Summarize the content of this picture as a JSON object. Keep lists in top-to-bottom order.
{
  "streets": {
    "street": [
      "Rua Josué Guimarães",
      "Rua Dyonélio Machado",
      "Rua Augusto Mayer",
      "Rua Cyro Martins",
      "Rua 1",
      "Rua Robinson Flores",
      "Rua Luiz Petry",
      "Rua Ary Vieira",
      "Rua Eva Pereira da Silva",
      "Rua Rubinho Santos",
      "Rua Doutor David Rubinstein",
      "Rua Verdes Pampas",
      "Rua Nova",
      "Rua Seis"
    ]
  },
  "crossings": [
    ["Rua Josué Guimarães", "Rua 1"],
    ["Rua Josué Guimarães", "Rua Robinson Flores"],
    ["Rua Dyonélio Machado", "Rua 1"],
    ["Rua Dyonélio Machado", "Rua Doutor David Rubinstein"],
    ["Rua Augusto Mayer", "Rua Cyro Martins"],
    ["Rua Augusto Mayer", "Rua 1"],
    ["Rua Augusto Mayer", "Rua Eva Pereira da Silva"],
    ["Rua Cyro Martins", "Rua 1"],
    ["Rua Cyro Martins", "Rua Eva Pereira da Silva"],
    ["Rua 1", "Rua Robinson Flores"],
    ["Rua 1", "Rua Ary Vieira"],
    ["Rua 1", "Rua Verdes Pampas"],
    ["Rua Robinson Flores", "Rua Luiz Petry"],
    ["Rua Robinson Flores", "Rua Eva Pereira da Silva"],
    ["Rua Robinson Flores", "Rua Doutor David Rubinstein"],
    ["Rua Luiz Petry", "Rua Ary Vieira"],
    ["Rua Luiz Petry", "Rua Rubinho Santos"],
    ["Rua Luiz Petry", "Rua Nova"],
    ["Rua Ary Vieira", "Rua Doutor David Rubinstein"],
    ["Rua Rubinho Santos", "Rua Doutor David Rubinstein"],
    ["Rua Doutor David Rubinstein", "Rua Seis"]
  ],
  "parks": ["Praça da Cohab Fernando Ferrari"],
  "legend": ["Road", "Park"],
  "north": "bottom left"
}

-------------------------

Task item: If a line in the records above contains "Petry", copy that line.

Result of this task:
      "Rua Luiz Petry",
    ["Rua Robinson Flores", "Rua Luiz Petry"],
    ["Rua Luiz Petry", "Rua Ary Vieira"],
    ["Rua Luiz Petry", "Rua Rubinho Santos"],
    ["Rua Luiz Petry", "Rua Nova"],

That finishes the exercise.